Instructions to follow: In the entries that follow, find the word "butt" and report each line it is on.
* * * * *
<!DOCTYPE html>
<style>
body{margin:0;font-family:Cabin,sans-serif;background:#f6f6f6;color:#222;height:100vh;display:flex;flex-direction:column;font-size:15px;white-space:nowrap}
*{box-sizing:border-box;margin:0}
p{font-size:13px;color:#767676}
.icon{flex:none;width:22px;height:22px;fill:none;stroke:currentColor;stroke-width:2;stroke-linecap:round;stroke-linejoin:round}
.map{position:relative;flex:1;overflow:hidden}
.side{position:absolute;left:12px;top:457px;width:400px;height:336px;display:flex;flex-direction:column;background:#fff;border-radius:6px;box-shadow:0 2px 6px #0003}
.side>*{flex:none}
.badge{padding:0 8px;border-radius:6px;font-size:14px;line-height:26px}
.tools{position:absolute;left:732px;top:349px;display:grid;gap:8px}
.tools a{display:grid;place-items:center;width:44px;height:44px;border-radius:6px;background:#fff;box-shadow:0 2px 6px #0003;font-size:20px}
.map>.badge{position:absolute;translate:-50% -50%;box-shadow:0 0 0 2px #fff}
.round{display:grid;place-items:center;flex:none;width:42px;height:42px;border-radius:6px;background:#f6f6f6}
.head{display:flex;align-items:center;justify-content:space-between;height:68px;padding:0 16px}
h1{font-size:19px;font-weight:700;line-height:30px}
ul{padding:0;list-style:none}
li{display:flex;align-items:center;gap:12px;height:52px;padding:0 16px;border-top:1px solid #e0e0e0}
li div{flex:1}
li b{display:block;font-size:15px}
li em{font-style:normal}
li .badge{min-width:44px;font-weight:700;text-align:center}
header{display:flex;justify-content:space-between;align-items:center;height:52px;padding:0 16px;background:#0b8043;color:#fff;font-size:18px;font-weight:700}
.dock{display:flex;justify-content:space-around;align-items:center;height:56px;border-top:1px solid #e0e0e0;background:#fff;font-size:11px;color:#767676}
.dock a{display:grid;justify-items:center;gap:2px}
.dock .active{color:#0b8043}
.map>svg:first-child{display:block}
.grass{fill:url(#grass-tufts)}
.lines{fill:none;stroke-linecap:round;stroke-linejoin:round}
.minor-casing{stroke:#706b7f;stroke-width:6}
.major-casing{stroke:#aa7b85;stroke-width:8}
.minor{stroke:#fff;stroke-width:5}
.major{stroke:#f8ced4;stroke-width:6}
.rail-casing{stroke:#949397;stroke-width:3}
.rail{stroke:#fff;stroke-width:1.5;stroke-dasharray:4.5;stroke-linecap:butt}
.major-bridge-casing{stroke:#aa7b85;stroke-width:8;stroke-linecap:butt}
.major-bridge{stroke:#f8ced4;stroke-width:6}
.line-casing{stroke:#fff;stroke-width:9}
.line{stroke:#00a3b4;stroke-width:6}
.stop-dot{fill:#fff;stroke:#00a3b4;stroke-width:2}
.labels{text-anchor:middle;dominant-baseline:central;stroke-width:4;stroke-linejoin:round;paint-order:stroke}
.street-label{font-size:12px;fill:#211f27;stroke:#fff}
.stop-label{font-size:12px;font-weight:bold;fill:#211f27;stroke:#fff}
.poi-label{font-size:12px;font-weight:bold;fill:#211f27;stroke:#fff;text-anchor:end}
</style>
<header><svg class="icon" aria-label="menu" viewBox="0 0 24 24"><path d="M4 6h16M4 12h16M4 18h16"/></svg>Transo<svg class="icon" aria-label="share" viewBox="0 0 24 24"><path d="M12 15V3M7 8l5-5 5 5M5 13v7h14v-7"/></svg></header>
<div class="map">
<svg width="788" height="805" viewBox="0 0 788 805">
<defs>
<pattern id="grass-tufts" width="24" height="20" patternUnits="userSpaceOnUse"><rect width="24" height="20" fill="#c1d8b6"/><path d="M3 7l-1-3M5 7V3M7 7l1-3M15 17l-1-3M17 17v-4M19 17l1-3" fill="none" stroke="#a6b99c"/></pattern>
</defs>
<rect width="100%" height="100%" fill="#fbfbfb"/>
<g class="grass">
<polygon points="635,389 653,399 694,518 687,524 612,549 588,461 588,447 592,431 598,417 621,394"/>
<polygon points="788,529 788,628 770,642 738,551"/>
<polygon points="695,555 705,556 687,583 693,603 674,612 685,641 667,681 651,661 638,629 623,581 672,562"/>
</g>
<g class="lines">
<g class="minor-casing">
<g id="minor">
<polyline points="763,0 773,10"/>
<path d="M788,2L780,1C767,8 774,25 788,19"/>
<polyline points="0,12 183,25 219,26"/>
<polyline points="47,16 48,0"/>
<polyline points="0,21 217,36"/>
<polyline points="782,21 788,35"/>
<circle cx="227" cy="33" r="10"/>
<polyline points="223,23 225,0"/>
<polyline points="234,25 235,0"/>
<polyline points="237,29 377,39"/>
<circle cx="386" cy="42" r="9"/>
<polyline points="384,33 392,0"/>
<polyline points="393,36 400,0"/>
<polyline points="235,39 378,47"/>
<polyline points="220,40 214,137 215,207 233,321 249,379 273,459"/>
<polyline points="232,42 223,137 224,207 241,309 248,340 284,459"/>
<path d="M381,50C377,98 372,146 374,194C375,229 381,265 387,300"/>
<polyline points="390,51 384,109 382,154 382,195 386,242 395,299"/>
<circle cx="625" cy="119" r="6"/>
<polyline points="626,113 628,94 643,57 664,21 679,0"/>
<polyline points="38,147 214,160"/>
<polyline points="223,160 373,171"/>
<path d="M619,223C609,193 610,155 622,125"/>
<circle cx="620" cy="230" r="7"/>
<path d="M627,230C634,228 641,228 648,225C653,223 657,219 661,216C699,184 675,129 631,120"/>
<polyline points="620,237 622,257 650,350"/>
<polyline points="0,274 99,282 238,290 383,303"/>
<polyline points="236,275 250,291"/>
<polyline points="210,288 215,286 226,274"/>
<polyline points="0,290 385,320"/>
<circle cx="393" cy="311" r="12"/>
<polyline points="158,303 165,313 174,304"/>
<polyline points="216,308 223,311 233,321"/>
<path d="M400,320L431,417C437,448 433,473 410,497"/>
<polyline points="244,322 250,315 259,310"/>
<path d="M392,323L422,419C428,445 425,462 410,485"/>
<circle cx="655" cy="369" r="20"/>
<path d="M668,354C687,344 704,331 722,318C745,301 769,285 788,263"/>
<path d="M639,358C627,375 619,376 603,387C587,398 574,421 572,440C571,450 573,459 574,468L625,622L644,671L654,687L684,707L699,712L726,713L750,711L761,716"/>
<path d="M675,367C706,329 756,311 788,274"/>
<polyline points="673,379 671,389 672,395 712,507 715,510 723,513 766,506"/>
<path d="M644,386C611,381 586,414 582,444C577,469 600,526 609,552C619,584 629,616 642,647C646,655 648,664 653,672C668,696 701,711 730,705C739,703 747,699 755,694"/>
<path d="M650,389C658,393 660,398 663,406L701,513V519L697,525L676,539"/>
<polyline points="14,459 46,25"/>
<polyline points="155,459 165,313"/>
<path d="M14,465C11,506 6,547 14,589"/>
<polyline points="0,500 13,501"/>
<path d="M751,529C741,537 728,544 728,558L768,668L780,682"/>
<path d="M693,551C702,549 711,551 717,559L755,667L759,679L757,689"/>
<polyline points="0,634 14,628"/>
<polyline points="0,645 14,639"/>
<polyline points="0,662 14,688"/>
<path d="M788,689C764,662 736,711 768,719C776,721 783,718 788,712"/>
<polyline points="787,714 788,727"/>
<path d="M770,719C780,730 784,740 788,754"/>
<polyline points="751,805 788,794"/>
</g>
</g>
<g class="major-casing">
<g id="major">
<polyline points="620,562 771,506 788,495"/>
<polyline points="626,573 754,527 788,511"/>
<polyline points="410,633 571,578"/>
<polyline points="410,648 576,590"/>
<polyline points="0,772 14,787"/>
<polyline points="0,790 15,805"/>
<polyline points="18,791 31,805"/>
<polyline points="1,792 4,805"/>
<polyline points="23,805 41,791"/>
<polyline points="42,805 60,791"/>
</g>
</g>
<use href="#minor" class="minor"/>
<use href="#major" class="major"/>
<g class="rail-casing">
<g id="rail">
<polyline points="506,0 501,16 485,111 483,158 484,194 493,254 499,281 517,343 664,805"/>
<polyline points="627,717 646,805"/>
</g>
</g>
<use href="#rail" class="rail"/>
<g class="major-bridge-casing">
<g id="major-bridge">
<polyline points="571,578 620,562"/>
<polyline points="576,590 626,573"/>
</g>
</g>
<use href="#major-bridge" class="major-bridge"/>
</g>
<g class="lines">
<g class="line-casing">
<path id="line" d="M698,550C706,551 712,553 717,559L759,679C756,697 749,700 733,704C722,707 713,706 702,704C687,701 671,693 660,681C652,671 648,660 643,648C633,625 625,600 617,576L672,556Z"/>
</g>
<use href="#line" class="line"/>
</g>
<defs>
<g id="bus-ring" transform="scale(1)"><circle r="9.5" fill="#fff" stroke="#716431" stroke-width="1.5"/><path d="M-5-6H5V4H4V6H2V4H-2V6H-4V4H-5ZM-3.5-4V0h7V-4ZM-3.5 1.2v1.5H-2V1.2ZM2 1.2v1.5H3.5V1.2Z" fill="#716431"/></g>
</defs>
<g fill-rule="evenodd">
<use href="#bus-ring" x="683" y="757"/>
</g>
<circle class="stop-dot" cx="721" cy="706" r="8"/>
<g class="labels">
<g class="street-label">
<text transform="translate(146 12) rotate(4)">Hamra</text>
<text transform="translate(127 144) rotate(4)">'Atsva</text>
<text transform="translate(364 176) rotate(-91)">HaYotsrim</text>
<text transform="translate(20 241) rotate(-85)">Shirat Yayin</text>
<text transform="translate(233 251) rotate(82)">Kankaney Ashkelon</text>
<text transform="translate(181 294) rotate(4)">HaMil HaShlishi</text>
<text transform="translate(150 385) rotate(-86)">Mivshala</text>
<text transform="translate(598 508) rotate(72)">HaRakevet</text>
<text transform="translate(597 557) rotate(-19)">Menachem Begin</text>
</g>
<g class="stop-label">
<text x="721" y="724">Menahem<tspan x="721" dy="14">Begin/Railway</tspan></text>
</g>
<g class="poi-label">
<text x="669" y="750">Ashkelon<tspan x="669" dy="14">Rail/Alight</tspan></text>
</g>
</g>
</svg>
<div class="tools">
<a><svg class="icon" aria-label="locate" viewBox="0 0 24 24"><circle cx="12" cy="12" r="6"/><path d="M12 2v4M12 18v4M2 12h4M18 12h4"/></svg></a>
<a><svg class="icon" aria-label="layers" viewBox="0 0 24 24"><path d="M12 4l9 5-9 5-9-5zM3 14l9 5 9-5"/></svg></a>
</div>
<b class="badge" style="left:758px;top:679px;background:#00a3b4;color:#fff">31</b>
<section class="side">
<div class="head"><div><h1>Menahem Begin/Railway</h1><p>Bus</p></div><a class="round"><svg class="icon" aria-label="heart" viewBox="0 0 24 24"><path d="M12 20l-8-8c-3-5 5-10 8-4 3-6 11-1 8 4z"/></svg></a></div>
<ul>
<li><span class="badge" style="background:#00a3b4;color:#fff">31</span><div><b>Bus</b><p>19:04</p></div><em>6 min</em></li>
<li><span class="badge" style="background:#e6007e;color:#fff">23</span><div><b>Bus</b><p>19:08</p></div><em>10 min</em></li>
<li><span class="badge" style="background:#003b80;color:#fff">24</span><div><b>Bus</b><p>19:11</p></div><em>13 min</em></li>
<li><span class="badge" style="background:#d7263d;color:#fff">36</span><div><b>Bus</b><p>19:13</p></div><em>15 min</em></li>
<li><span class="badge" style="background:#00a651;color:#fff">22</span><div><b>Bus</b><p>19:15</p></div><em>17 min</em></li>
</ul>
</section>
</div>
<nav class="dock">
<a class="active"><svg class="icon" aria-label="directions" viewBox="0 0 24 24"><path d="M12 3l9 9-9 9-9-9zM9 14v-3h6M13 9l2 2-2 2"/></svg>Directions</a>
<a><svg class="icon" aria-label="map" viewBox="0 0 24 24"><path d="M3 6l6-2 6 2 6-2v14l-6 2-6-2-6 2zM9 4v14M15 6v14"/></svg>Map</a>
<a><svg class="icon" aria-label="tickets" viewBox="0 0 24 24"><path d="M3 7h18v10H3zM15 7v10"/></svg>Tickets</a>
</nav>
* * * * *
Solution to this exercise:
.rail{stroke:#fff;stroke-width:1.5;stroke-dasharray:4.5;stroke-linecap:butt}
.major-bridge-casing{stroke:#aa7b85;stroke-width:8;stroke-linecap:butt}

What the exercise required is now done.